- Instructions to follow: Under this line are the records; write out word for word the part that begins at the line containing "376px,501px 387px,488px 394px,482px" and ends at the line containing "613px,631px 630px,617px 637px,609px", and no more.
══ Given entries
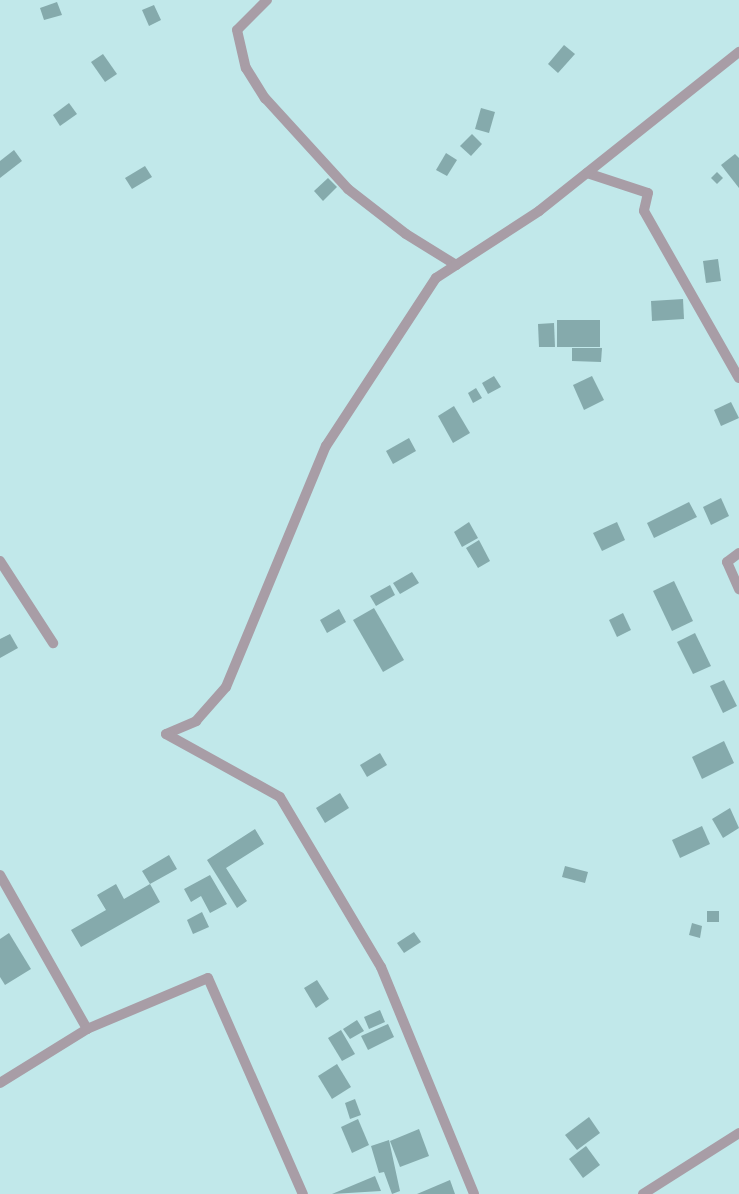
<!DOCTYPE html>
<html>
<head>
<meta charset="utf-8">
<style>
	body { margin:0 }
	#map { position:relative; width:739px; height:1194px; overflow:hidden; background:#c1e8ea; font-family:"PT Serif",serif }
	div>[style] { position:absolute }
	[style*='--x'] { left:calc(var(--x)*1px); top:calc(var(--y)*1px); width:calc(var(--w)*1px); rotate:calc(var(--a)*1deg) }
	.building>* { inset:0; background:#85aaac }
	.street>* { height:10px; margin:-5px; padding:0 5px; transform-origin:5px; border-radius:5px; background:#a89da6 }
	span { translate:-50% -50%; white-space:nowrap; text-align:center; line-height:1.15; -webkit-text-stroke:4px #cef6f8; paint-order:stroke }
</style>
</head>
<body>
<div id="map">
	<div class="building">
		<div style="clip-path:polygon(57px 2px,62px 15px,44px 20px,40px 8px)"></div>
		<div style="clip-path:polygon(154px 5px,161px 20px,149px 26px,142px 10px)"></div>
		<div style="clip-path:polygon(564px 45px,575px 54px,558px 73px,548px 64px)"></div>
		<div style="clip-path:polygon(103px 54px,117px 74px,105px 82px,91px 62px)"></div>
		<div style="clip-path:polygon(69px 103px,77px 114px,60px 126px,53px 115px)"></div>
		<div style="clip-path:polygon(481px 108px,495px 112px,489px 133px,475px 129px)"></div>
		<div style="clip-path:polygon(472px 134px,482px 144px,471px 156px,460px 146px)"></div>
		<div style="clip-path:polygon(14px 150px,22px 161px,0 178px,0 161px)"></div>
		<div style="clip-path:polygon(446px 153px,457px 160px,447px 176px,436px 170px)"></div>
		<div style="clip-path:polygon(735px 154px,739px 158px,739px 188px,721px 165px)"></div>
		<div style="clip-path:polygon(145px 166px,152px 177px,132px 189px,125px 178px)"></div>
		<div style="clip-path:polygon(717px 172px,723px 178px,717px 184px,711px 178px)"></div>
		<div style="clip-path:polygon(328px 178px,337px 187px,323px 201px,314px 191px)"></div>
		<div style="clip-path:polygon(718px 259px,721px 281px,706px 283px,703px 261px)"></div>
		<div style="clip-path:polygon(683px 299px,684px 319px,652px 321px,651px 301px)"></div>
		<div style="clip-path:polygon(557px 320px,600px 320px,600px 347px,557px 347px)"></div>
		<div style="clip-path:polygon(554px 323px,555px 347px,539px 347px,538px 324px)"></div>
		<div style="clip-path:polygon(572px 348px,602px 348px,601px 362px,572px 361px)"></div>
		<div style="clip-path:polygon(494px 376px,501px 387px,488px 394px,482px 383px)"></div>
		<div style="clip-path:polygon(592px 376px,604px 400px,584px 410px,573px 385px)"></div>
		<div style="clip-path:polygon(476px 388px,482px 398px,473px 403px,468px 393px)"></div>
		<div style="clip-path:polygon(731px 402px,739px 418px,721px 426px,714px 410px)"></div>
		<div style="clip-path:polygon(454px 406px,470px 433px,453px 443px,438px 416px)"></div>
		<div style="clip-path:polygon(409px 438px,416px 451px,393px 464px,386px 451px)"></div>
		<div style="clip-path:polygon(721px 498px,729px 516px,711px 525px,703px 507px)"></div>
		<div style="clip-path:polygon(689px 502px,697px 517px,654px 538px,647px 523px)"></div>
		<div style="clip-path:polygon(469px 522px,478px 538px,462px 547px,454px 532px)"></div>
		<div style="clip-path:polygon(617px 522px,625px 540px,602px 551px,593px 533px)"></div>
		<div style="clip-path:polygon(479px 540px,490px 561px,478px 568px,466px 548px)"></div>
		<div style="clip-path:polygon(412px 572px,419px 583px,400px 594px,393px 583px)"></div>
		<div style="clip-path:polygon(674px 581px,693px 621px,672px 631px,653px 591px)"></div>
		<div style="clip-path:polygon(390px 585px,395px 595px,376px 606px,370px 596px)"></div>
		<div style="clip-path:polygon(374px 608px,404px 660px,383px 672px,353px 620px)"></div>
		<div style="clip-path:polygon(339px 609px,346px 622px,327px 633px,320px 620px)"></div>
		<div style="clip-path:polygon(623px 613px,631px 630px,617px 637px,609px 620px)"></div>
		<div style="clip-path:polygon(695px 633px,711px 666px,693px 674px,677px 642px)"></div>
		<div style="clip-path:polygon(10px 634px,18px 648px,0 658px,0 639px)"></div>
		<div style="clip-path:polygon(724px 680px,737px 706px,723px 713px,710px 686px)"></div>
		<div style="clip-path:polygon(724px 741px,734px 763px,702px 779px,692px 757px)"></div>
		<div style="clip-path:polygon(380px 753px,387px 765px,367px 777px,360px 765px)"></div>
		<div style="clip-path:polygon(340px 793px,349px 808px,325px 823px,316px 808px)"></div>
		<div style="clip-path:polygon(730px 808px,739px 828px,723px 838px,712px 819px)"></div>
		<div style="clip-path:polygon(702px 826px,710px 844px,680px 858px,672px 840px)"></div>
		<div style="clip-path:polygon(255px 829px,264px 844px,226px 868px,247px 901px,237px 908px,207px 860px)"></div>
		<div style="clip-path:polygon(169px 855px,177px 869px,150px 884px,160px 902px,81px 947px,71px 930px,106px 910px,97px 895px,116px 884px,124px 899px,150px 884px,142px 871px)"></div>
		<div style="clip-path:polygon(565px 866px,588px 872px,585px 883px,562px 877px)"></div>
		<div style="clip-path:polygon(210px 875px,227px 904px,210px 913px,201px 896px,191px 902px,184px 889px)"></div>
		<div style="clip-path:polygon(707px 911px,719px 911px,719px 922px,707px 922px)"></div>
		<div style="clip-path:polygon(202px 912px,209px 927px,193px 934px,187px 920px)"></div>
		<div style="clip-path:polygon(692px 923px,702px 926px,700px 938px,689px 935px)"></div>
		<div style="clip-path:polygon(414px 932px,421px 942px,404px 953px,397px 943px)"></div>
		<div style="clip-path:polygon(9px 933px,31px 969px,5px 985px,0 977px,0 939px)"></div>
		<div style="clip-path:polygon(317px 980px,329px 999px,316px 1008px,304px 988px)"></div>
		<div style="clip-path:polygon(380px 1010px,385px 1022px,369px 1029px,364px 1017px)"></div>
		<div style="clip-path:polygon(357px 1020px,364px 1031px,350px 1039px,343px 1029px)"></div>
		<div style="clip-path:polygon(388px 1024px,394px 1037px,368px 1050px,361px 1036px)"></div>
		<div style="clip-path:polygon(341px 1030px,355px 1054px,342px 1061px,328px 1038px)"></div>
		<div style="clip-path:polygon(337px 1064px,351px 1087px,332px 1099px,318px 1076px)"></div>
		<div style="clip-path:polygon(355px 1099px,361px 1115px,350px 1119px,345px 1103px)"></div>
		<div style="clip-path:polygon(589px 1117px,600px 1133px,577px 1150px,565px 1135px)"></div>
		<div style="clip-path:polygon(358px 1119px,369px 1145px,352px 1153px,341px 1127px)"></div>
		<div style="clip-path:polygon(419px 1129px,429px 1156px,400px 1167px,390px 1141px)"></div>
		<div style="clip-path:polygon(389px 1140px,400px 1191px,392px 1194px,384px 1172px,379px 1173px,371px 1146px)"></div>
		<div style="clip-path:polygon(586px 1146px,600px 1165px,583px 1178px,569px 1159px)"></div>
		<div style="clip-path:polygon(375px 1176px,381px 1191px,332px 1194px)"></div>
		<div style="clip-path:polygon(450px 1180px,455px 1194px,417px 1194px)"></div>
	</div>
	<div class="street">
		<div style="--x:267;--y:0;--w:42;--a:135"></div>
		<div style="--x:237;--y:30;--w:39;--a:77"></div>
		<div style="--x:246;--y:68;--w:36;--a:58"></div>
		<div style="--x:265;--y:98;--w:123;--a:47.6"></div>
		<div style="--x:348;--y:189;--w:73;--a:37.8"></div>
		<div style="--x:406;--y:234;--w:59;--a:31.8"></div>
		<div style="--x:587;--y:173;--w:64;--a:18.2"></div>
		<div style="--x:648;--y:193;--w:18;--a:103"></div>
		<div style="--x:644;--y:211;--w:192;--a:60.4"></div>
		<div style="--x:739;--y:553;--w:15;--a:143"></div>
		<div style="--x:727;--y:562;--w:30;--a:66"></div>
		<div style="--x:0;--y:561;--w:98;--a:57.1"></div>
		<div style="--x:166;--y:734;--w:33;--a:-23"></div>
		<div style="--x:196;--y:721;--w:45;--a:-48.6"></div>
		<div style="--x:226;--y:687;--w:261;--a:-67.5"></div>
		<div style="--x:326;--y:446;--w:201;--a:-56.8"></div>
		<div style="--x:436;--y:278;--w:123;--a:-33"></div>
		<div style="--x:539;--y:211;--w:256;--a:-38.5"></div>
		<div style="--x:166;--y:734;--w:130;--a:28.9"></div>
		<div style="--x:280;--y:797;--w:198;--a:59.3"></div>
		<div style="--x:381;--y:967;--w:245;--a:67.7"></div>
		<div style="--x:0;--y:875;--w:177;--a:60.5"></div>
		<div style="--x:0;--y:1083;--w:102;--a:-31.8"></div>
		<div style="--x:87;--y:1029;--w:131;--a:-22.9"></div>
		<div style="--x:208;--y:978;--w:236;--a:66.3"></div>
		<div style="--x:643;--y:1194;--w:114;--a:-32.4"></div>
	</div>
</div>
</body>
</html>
════
- Response box:
		<div style="clip-path:polygon(494px 376px,501px 387px,488px 394px,482px 383px)"></div>
		<div style="clip-path:polygon(592px 376px,604px 400px,584px 410px,573px 385px)"></div>
		<div style="clip-path:polygon(476px 388px,482px 398px,473px 403px,468px 393px)"></div>
		<div style="clip-path:polygon(731px 402px,739px 418px,721px 426px,714px 410px)"></div>
		<div style="clip-path:polygon(454px 406px,470px 433px,453px 443px,438px 416px)"></div>
		<div style="clip-path:polygon(409px 438px,416px 451px,393px 464px,386px 451px)"></div>
		<div style="clip-path:polygon(721px 498px,729px 516px,711px 525px,703px 507px)"></div>
		<div style="clip-path:polygon(689px 502px,697px 517px,654px 538px,647px 523px)"></div>
		<div style="clip-path:polygon(469px 522px,478px 538px,462px 547px,454px 532px)"></div>
		<div style="clip-path:polygon(617px 522px,625px 540px,602px 551px,593px 533px)"></div>
		<div style="clip-path:polygon(479px 540px,490px 561px,478px 568px,466px 548px)"></div>
		<div style="clip-path:polygon(412px 572px,419px 583px,400px 594px,393px 583px)"></div>
		<div style="clip-path:polygon(674px 581px,693px 621px,672px 631px,653px 591px)"></div>
		<div style="clip-path:polygon(390px 585px,395px 595px,376px 606px,370px 596px)"></div>
		<div style="clip-path:polygon(374px 608px,404px 660px,383px 672px,353px 620px)"></div>
		<div style="clip-path:polygon(339px 609px,346px 622px,327px 633px,320px 620px)"></div>
		<div style="clip-path:polygon(623px 613px,631px 630px,617px 637px,609px 620px)"></div>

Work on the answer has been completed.